## Instructions for the task
Each line of the records that holds the word "Nagar" should be copied out.
BEGIN Input material
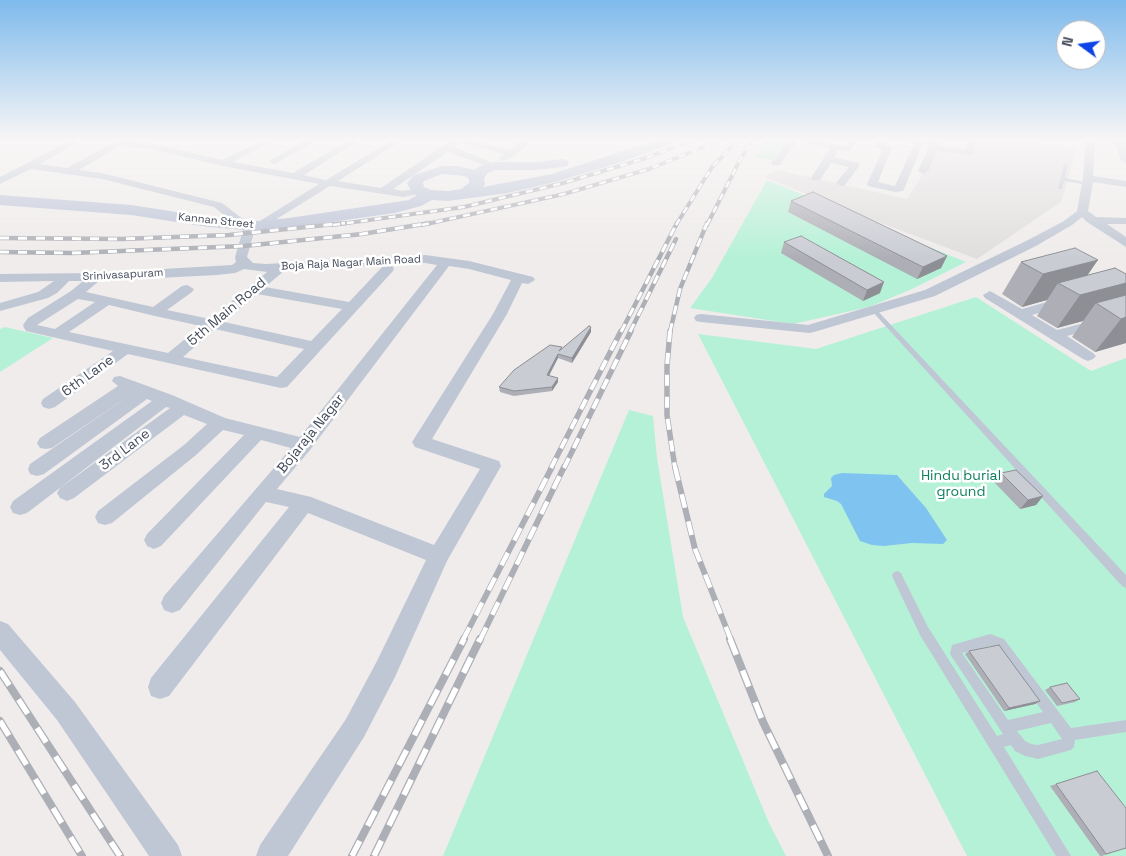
<!DOCTYPE html>
<style>
body{margin:0}
#map{position:relative;width:1126px;height:856px;overflow:hidden;background:#efeceb;font-family:"Space Grotesk",sans-serif}
canvas{display:block}
.north{position:absolute;left:1056px;top:20px;width:50px;height:50px;box-sizing:border-box;background:#fff;border:1px solid #b4b7bd;border-radius:50%;rotate:284deg;font-size:14px;font-weight:700;line-height:20px;text-align:center;color:#434b5a}
.north::after{content:'';display:block;margin:auto;width:18px;height:22px;background:#0d43e7;clip-path:polygon(50% 0,100% 100%,50% 72%,0 100%)}
</style>
<div id="map">
<canvas width="1126" height="856"></canvas>
<div class="north">N</div>
</div>
<script>
const context = document.querySelector('canvas').getContext('2d');
context.lineJoin = 'round';
function fillPath(path, color) { context.fillStyle = color; context.fill(path, 'evenodd'); }
const toPath = rows => new Path2D(rows.map(r => 'M' + r).join(''));
function strokePath(path, color, width, dash) { context.strokeStyle = color; context.lineWidth = width; context.lineCap = dash ? 'butt' : 'round'; context.setLineDash(dash || []); context.stroke(path); }
function write(font, color, halo, rows, align = 'center') {
  context.font = font + ' "Space Grotesk",sans-serif'; context.lineWidth = 5; context.setLineDash([]); context.textBaseline = 'middle'; context.strokeStyle = halo; context.fillStyle = color; for (const [text, x, y, turn = 0] of rows) {
    context.save(); context.translate(x, y); context.rotate((+turn || 0) * Math.PI / 180); context.textAlign = isNaN(turn) ? turn : align; if (halo) context.strokeText(text, 0, 0); context.fillText(text, 0, 0); context.restore();
  }
}
const education = toPath([
 [975,139,1012,139,1077,149,1061,202,977,259,857,214,764,177,777,170,907,199,939,149,973,155]
]);
const green = toPath([
 [767,139,788,139,772,160,755,158],
 [767,180,966,262,912,289,869,307,793,324,690,308,712,278],
 [976,297,1091,371,1126,358,1126,856,967,856,698,334,816,349],
 [5,327,53,338,0,372,0,329],
 [629,410,653,416,657,458,683,617,769,823,786,856,443,856]
]);
const water = toPath([
 [842,473,897,475,926,508,947,540,943,544,912,543,884,546,872,545,860,541,841,504,837,501,824,497,824,494,832,486,831,478,834,475]
]);
const lane = toPath([
 [1066,163,1068,164,1065,178,1089,183,1089,185,1064,181,1062,189,1058,189,1064,164,1066,163],
 [873,307,875,308,1126,575,1126,588,1122,586,871,310,871,308,873,307],
 [897,571,901,573,928,627,997,736,1003,734,950,654,952,645,990,634,1004,639,1071,728,1126,720,1126,732,1075,740,1074,747,1071,750,1038,759,1025,756,1015,751,1011,745,1004,747,1071,856,1056,856,920,635,892,576,893,573,897,571],
 [990,646,996,647,1043,712,1008,720,962,653,990,646],
 [1051,723,1062,739,1038,745,1031,744,1025,741,1017,731,1051,723]
]);
const street = toPath([
 [73,139,84,139,40,164,67,168,120,139,130,139,129,141,151,143,222,160,265,139,276,139,233,162,293,173,351,139,361,139,304,175,326,180,394,139,404,139,338,181,381,188,453,139,467,139,511,150,523,139,533,139,516,155,503,161,498,158,504,154,461,143,454,147,493,163,492,165,484,165,448,152,393,189,403,191,419,188,423,189,424,191,423,193,403,197,330,186,262,228,255,229,247,257,253,263,266,264,425,255,469,261,533,277,535,280,528,284,522,283,507,314,432,439,499,461,501,466,447,561,395,677,364,737,288,856,256,856,260,845,346,719,377,661,426,560,308,513,169,696,160,699,151,696,148,687,151,678,289,507,266,502,180,610,172,613,164,610,161,603,164,596,291,448,261,440,161,546,154,549,147,546,144,540,147,534,244,435,223,430,196,455,112,523,105,525,98,523,95,517,98,511,184,445,207,424,184,415,74,498,67,501,60,498,57,493,60,488,170,408,166,407,27,513,20,515,13,513,10,507,13,501,152,401,147,399,44,474,37,476,30,474,28,469,30,464,133,393,52,448,46,449,40,448,37,443,40,438,118,386,112,381,114,377,120,376,172,395,225,418,300,437,437,265,425,263,391,265,394,268,393,271,287,387,281,388,128,354,55,407,49,409,43,407,41,403,43,399,113,351,26,331,24,328,23,325,28,318,71,291,83,281,69,281,57,293,48,298,0,311,0,303,38,292,54,281,0,282,0,274,95,273,232,265,236,262,235,257,243,230,214,207,102,179,31,169,0,184,0,177,73,139],
 [120,146,151,149,223,166,319,184,252,226,222,203,102,173,79,170,120,146],
 [384,265,349,302,265,287,284,271,384,265],
 [449,266,469,269,511,280,493,314,412,442,415,447,480,469,434,545,311,497,277,489,310,450,449,266],
 [244,269,267,272,210,319,167,310,192,292,194,289,187,285,182,286,153,307,86,292,99,281,217,275,235,273,244,269],
 [257,294,342,309,311,341,224,322,257,294],
 [78,299,95,302,55,329,37,325,78,299],
 [109,305,155,316,201,326,168,353,69,332,109,305],
 [215,329,304,349,277,377,183,357,215,329],
 [308,139,319,139,277,163,274,164,269,161,308,139],
 [789,139,810,139,845,146,850,139,859,139,850,151,838,150,834,157,859,163,860,165,845,185,841,186,836,183,849,167,831,163,820,180,812,180,811,178,830,148,797,141,780,165,772,165,771,163,789,139],
 [881,139,889,139,886,145,892,148,878,182,895,186,914,144,897,141,896,139,935,141,938,142,939,146,966,150,968,139,977,139,973,155,937,151,928,171,923,174,918,171,930,145,922,145,904,189,903,191,895,192,868,186,867,184,881,153,882,150,875,146,881,139],
 [1086,139,1126,140,1126,163,1121,160,1115,144,1095,141,1093,176,1126,181,1126,187,1093,182,1088,211,1096,217,1126,218,1126,224,1107,224,1126,237,1126,247,1087,222,1082,217,1072,225,1036,246,935,296,814,332,809,333,701,322,696,321,694,318,696,315,701,314,808,325,925,290,1028,240,1064,221,1077,211,1083,178,1086,139],
 [990,291,1022,309,1065,297,1070,298,1072,301,1070,304,1032,315,1057,330,1126,312,1126,320,1067,336,1093,353,1096,356,1093,359,1088,361,1083,359,985,298,983,295,990,291],
 [0,621,8,624,75,702,178,845,182,856,149,856,57,720,0,650,0,621]
]);
const secondary = toPath([
 [660,139,679,139,677,142,615,164,555,182,508,193,448,201,432,200,421,206,395,213,289,228,258,231,209,227,131,215,0,205,0,195,131,205,209,217,258,221,289,218,409,200,417,195,412,193,407,183,414,175,442,166,457,166,475,170,478,167,495,162,536,162,562,159,567,160,569,163,567,166,562,167,536,170,496,170,488,173,484,178,485,184,483,187,552,174,660,139],
 [442,174,465,176,469,179,469,183,461,189,448,191,431,190,424,187,423,183,424,181,442,174]
]);
const railFar4 = toPath([
 [333,225,464,207,563,183,646,158,696,139],
 [422,225,564,194,649,169,723,139],
 [676,225,712,167,739,139],
 [707,225,741,158,753,139]
]);
const railFar3 = toPath([
 [0,238,122,239,229,235,345,223],
 [0,252,72,253,244,246,362,234,430,223],
 [621,332,677,223],
 [630,332,676,239],
 [670,332,680,289,707,223]
]);
const railFar2 = toPath([
 [670,331,667,366,667,415,675,468],
 [551,468,621,331],
 [564,468,631,331]
]);
const railFar1 = toPath([
 [675,467,695,549,731,640],
 [463,640,552,467],
 [480,640,564,467]
]);
const rail = toPath([
 [730,639,763,722,828,856],
 [0,671,120,856],
 [0,721,82,856],
 [352,856,464,639],
 [374,856,480,639]
]);
const wall = toPath([
 [791,201,947,256,941,268,917,279,788,212],
 [784,242,880,293,863,301,781,253],
 [1021,262,1088,275,1126,274,1126,343,1095,352,1072,337,1083,321,1057,328,1037,316,1047,300,1022,307,1002,294],
 [591,332,572,363,558,358,549,376,558,382,552,391,514,396,500,392,499,387,562,347,562,349],
 [1001,473,1043,496,1036,505,1020,509,994,482],
 [969,651,1040,701,1035,704,1004,711,965,654],
 [1050,687,1080,699,1075,702,1057,706,1045,690],
 [1056,784,1126,848,1102,856,1100,856,1050,786]
]);
const shadedWall = toPath([
 [947,256,941,268,917,279,923,267],
 [1098,260,1076,292,1058,283,1047,300,1022,307,1043,274],
 [884,282,880,293,863,301,867,290],
 [1126,283,1126,297,1096,303,1083,321,1057,328,1080,295],
 [1126,317,1126,343,1095,352,1121,319],
 [591,327,591,332,572,363,572,358],
 [558,354,558,358,547,379,547,375],
 [558,378,558,382,552,391,552,387],
 [1043,496,1036,505,1020,509,1028,500],
 [1040,701,1035,704,1004,711,1009,708]
]);
const building = toPath([
 [813,192,947,256,923,267,791,201,813,192],
 [801,236,884,282,867,290,784,242,801,236],
 [1075,248,1098,260,1043,274,1021,262,1075,248],
 [1115,268,1126,274,1126,283,1080,295,1058,283,1115,268],
 [1126,295,1126,317,1121,319,1096,303,1126,295],
 [589,326,591,327,572,358,558,354,547,375,558,378,552,387,514,391,499,387,514,370,550,345,562,347,559,351,589,326],
 [1016,470,1043,496,1028,500,1001,473,1016,470],
 [999,645,1040,701,1009,708,969,651,999,645],
 [1067,683,1080,699,1062,703,1050,687,1067,683],
 [1097,771,1126,808,1126,848,1106,854,1056,784,1097,771]
]);
const farStreetnames = [
 ["Kannan Street",216,221,6],
 ["Boja Raja Nagar Main Road",351,263,-3],
 ["Srinivasapuram",123,275,-3]
];
const streetNames = [
 ["5th Main Road",227,312,-40],
 ["6th Lane",88,376,-36],
 ["Bojaraja Nagar",311,434,-51],
 ["3rd Lane",125,450,-37]
];
const parkNames = [
 ["Hindu burial",961,476],
 ["ground",961,492]
];
fillPath(education, '#e0dddd');
fillPath(green, '#b5f1d7');
fillPath(water, '#7fc4f1');
fillPath(lane, '#c0c7d4');
fillPath(street, '#c0c7d4');
fillPath(secondary, '#bcc4d7');
strokePath(railFar4, '#adafb7', 4);
strokePath(railFar3, '#adafb7', 4.5);
strokePath(railFar2, '#adafb7', 5.5);
strokePath(railFar1, '#adafb7', 6);
strokePath(rail, '#adafb7', 8);
strokePath(railFar4, '#fff', 2.5, [7]);
strokePath(railFar3, '#fff', 3, [9]);
strokePath(railFar2, '#fff', 4, [11]);
strokePath(railFar1, '#fff', 4.5, [14]);
strokePath(rail, '#fff', 5.5, [17]);
fillPath(wall, '#aeafb6');
fillPath(shadedWall, '#8d8f94');
fillPath(building, '#caccd4');
strokePath(building, '#8d8f94', 1);
const sky = context.createLinearGradient(0, 0, 0, 259);
sky.addColorStop(0, '#7ebaec');
sky.addColorStop(0.54, '#f8f6f6');
sky.addColorStop(1, '#f8f6f600');
context.fillStyle = sky;
context.fillRect(0, 0, 1126, 259);
write('11px', '#434b5a', '#fff', farStreetnames);
write('14px', '#434b5a', '#fff', streetNames);
write('14px', '#107f5c', '#fff', parkNames);
</script>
END Input material
## Result below
 ["Boja Raja Nagar Main Road",351,263,-3],
 ["Bojaraja Nagar",311,434,-51],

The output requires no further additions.